Così, un permesso lavorativo e venti minuti di autobus dopo, ero davanti alla casa del cugino morto.
La prima cosa che pensai non appena la vidi fu "Questa è proprio una casa di merda"
L'intonaco era di un grigio smorto che ricordava la pelliccia dei ratti, le ante delle finestre continuavano a cigolare sui cardini arrugginiti e l'intera struttura avvolta nell'edera sembrava pendere da un lato. Ero sul punto di piangere per la frustrazione.
Per fortuna, la caffeina in circolo nelle mie vene mi diede la forza di percorrere il vialetto ed entrare nell'ingresso polveroso.
E mentre io, ignaro di tutto, sistemavo in pile ordinate le inutili riviste ingiallite di un uomo che non avevo mai visto in tutta la mia vita, il mondo al di fuori di quella casa veniva distrutto da degli esseri sconosciuti, mostruosi, superiori.
Da quanto riuscii a capire nei giorni successivi, ascoltando la radio e sbirciando fuori dalle persiane, le astronavi erano entrare nella nostra atmosfera senza che venissero rivelate da nessun satellite.

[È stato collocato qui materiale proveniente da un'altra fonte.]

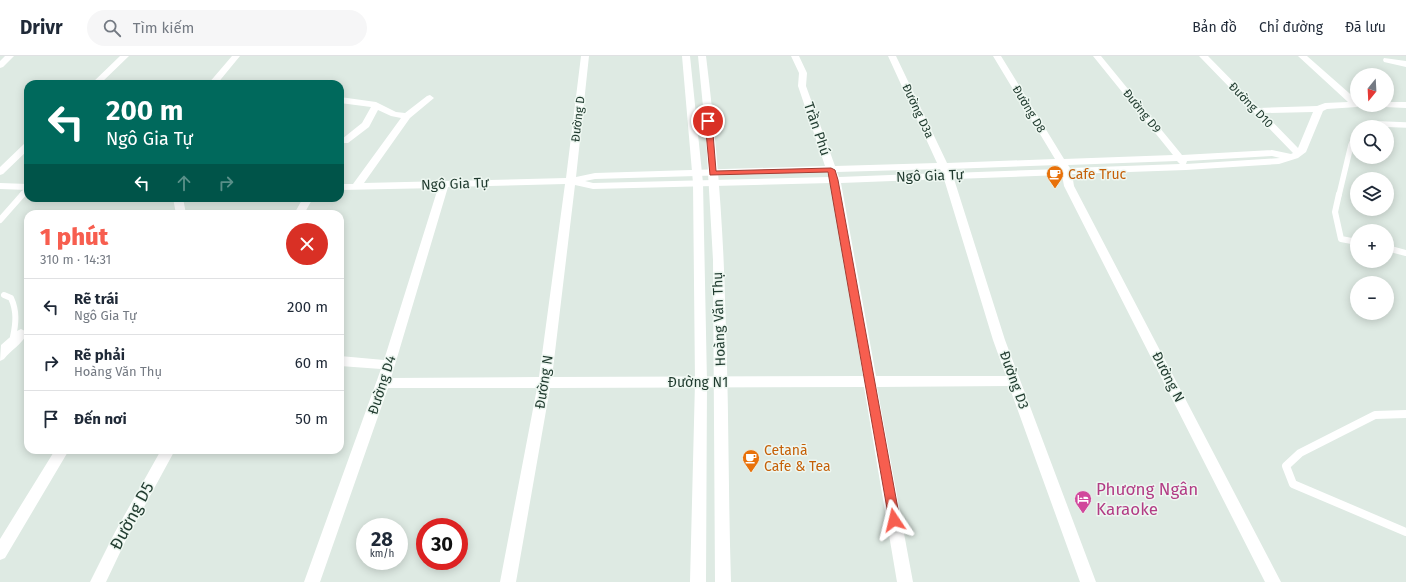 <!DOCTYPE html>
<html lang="vi">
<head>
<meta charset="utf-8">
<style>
  :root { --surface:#fff; --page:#f6f6f7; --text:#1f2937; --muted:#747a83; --line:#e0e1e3; --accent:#f75e4f }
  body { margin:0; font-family:"Fira Sans",sans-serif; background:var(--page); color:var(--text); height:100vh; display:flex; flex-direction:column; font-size:15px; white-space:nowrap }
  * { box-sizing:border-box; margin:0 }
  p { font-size:13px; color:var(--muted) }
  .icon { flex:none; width:22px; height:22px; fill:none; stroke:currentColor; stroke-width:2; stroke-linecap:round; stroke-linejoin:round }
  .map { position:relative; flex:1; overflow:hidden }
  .sheet { position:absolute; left:24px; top:154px; width:320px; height:244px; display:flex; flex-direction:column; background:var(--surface); border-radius:12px; box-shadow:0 2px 10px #0003 }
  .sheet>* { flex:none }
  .hud { position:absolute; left:24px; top:24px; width:320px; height:122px; border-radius:12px; box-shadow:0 2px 10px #0003; background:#00695c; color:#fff; overflow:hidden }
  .needle { width:26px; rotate:198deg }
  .fabs { position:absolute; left:1350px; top:12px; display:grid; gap:8px }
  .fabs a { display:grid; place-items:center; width:44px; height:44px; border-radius:50%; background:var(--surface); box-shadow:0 2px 10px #0003; font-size:20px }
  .speed { position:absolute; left:356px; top:462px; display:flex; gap:8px; font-size:20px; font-weight:700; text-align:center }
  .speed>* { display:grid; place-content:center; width:52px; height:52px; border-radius:50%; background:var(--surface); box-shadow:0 2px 10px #0003; line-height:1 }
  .speed small { font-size:10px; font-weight:400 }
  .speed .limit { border:6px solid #d22; background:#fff; color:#111 }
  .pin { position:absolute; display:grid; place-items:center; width:34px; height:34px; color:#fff; margin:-17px; border:2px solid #fff; border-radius:50%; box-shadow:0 1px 4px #0007 }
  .me { position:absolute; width:44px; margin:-22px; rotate:350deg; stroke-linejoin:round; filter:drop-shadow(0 0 3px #0008) }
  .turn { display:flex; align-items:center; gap:14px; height:84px; padding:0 16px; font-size:18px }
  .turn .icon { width:52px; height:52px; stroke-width:2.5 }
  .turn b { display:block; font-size:28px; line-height:34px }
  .lanes { display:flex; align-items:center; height:38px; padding:0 16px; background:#0003; justify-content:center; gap:20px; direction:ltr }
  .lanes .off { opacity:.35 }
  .round { display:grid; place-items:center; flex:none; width:42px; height:42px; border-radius:21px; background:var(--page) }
  .summary { display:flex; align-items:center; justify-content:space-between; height:68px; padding:0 16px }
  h1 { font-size:24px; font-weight:800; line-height:30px; color:var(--accent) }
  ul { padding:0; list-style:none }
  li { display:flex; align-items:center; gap:12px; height:56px; padding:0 16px; border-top:1px solid var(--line) }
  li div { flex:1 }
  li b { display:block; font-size:15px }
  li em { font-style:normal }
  header { display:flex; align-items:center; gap:24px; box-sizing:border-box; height:56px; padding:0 20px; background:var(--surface); border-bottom:1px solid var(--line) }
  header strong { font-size:19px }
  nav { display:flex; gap:22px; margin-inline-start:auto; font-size:14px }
  .search { width:280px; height:36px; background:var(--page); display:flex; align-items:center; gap:10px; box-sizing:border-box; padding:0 14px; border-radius:22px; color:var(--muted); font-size:15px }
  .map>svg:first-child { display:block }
</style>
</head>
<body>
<header>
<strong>Drivr</strong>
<div class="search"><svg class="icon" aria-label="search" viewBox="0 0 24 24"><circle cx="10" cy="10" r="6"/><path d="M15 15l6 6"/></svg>Tìm kiếm</div>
<nav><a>Bản đồ</a><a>Chỉ đường</a><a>Đã lưu</a></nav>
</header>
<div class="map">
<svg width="1406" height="526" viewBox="0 0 1406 526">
  <rect width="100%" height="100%" fill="#deeae3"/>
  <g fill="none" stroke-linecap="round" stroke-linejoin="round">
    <!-- service-far2 -->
    <path stroke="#fff" stroke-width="5.5" d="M 1370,71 L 1381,68 L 1406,69
      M 22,139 L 28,133
      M 1339,139 L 1351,89 L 1357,76"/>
    <!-- service-far1 -->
    <path stroke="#fff" stroke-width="6" d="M 1339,138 L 1335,156 L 1341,183 L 1357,186
      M 0,164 L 23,138
      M 1387,192 L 1406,197
      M 4,239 L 11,242 C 17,255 16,267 13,281"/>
    <!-- service -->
    <path stroke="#fff" stroke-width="8" d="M 1406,358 L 1375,359 L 1300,397 L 1286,410 L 1293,428 L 1406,476"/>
    <!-- minor -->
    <path fill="#fff" fill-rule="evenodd" d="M 5,0 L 14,0 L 3,11 L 0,12 L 0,5 Z
      M 120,0 L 129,0 L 100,28 L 91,28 Z
      M 232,0 L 240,0 L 217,28 L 208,28 Z
      M 581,0 L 589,0 L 576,121 L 595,117 L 825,110 L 798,30 L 799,17 L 791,0 L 799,0 L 807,17 L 806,30 L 835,110 L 937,107 L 888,0 L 896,0 L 947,107 L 1055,103 L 993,0 L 1001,0 L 1064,103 L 1173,99 L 1093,0 L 1101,0 L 1182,99 L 1272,94 L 1291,98 L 1293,97 L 1199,0 L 1208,0 L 1259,52 L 1317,50 L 1325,47 L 1348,46 L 1298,0 L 1307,0 L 1357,44 L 1357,49 L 1361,49 L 1357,51 L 1327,53 L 1323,55 L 1306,96 L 1298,102 L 1279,108 L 1186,114 L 1072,118 L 1074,130 L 1281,526 L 1265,526 L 1064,130 L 1062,119 L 954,123 L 1005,284 L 1096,526 L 1080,526 L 1009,330 L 877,331 L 913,526 L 897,526 L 864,331 L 550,332 L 516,526 L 500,526 L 537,332 L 388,332 L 320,526 L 304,526 L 381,313 L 340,310 L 340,300 L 384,304 L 438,132 L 340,134 L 340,128 L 353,128 L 401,62 L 391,60 L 378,54 L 369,71 L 348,87 L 342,87 L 340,85 L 342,83 L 362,67 L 371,51 L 340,47 L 340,41 L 376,46 L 396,56 L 405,57 L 427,40 L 430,39 L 434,42 L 410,62 L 364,127 L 566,122 ZM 1313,56 L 1298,92 L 1264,57 ZM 1272,100 L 1280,102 L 1186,108 L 1187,105 ZM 1177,105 L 1180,108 L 1070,112 L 1068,109 ZM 1058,109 L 1060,113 L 951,117 L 950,113 ZM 940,113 L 942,117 L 839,121 L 837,116 ZM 827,116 L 829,121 L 593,127 L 585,125 L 595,123 ZM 944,123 L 993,284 L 1006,320 L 876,320 L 841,127 ZM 831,127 L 863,320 L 552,321 L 575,129 L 593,133 ZM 565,128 L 539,321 L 391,322 L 448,131 Z
      M 1384,2 L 1406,5 L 1406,11 L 1384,6 L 1383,4 Z
      M 1387,46 L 1406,46 L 1406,52 L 1384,51 L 1383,49 L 1387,49 Z
      M 28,86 L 28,94 L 3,118 L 0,119 L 0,111 L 25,87 Z
      M 0,127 L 28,128 L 28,134 L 0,133 Z
      M 173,142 L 183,142 L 186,158 L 176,158 Z
      M 303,142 L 313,142 L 304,158 L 294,158 Z
      M 21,273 L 25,275 L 27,278 C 22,288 11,294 4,303 L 0,305 L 1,289 L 17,275 Z
      M 55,394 L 69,394 L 5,502 L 0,504 L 0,483 Z
      M 161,394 L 175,394 L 125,486 L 106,526 L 90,526 L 115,476 Z"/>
    <!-- tertiary -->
    <path fill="#fff" fill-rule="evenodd" d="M 682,0 L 690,0 L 703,127 L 707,326 L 706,526 L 690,526 L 695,326 L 693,127 Z
      M 698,0 L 706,0 C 716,81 723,163 725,244 C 729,338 728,432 731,526 L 715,526 L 713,204 L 706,81 Z"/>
  </g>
  <!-- route -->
  <path fill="#f75e4f" stroke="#a13d33" d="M 708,63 L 712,65 L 716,115 L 831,112 L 835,114 L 838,124 L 900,464 L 898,468 L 894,470 L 891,468 L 889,464 L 828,116 L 710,119 L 705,65 Z"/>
  <!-- icons -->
  <defs>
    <g id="cafe-pin" transform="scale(0.9)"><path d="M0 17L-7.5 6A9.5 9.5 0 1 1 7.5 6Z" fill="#e8710a" stroke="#eef7f1"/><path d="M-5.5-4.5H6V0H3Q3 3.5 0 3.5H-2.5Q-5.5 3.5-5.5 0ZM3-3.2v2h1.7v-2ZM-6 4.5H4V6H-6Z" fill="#fff"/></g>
    <g id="hotel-pin" transform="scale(0.9)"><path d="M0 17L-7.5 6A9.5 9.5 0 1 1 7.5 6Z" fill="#d1479c" stroke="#eef7f1"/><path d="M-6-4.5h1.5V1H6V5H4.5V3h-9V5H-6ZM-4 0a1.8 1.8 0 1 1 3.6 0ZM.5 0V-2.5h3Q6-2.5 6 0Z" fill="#fff"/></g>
  </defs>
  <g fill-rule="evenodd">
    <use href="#cafe-pin" x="1055" y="118"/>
    <use href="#cafe-pin" x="751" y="402"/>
    <use href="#hotel-pin" x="1083" y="443"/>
  </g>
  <g text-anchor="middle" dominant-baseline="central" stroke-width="3" stroke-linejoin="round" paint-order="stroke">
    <!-- far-street labels -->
    <g font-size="12" fill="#1f3a2e" stroke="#eef7f1">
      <text transform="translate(1251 49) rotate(46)">Đường D10</text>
      <text transform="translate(1029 53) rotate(59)">Đường D8</text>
      <text transform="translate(918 55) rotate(65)">Đường D3a</text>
      <text transform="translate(1142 55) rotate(51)">Đường D9</text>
      <text transform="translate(578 63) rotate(-83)">Đường D</text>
    </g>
    <!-- street labels -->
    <g font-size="14" fill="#1f3a2e" stroke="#eef7f1">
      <text transform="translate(817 73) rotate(71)">Trần Phú</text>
      <text transform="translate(930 120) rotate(-2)">Ngô Gia Tự</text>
      <text transform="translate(455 128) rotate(-2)">Ngô Gia Tự</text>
      <text transform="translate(719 263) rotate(-92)">Hoàng Văn Thụ</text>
      <text transform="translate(1168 321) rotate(63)">Đường N</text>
      <text transform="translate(1014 324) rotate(70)">Đường D3</text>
      <text transform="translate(544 326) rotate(-81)">Đường N</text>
      <text x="698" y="326">Đường N1</text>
      <text transform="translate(382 329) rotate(-72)">Đường D4</text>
    </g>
    <!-- food labels -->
    <g font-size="14" fill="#c56008" stroke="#eef7f1" text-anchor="start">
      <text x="1068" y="118">Cafe Truc</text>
      <text x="764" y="394">Cetanā<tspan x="764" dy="16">Cafe &amp; Tea</tspan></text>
    </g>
    <!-- near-hotel labels -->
    <g font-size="17" fill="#b23c85" stroke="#eef7f1" text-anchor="start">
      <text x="1096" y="433">Phương Ngân<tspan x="1096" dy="20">Karaoke</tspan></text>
    </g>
    <!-- near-street labels -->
    <g font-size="17" fill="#1f3a2e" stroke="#eef7f1">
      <text transform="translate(132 460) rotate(-62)">Đường D5</text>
    </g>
  </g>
</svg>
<div class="fabs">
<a><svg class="needle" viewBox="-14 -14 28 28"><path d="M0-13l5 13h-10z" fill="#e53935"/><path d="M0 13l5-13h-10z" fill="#747a83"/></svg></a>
<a><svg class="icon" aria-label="search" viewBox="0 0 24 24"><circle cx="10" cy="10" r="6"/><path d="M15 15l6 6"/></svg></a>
<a><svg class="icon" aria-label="layers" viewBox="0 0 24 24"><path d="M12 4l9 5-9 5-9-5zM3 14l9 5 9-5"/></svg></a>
<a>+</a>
<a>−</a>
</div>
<div class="speed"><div>28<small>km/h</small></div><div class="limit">30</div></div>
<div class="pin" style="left:708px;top:65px;background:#d93025"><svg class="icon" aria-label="arrive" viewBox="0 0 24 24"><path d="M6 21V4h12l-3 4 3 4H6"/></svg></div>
<svg class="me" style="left:894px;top:464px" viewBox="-20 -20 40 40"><path d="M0-17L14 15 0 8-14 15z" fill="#f75e4f" stroke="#fff" stroke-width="4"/></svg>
<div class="hud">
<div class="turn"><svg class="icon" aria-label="left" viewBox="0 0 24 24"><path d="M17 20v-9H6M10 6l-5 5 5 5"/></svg><div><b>200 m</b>Ngô Gia Tự</div></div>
<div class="lanes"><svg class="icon" aria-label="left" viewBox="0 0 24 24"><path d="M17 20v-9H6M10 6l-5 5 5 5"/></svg><svg class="icon off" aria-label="ahead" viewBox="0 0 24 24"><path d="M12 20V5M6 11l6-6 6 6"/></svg><svg class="icon off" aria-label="right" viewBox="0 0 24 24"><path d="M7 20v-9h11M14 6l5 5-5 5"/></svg></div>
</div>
<section class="sheet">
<div class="summary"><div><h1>1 phút</h1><p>310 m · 14:31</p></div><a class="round" style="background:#d93025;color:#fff"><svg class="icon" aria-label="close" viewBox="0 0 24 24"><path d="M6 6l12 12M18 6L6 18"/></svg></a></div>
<ul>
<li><svg class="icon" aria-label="left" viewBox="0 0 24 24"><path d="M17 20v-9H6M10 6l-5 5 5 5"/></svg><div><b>Rẽ trái</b><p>Ngô Gia Tự</p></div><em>200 m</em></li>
<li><svg class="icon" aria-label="right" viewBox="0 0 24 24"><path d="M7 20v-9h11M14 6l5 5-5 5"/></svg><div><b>Rẽ phải</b><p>Hoàng Văn Thụ</p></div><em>60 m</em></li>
<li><svg class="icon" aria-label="arrive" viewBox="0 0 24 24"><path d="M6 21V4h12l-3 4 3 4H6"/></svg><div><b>Đến nơi</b></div><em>50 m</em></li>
</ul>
</section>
</div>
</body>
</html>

Erano semplicemente apparse, dal nulla, nel cielo.
Come prima cosa, erano stato attaccate le basi militari e i governi degli stati, per lasciarci cadere nel panico senza nessuno a guidarci.
Poi, era cominciato il setacciamento. Gli alieni erano scesi dalle loro gigantesche macchine in ogni città e avevano raccolto gli umani per riportarli indietro con loro. Qualcuno credeva che le persone catturate venissero mangiate, altri che fossero usati come schiavi in non so quali miniere spaziali uscite direttamente da Star Wars. I più ingenui parlavano soltanto di "ricollocazione" in un pianeta migliore, dato che la Terra stava vivendo i suoi ultimi anni.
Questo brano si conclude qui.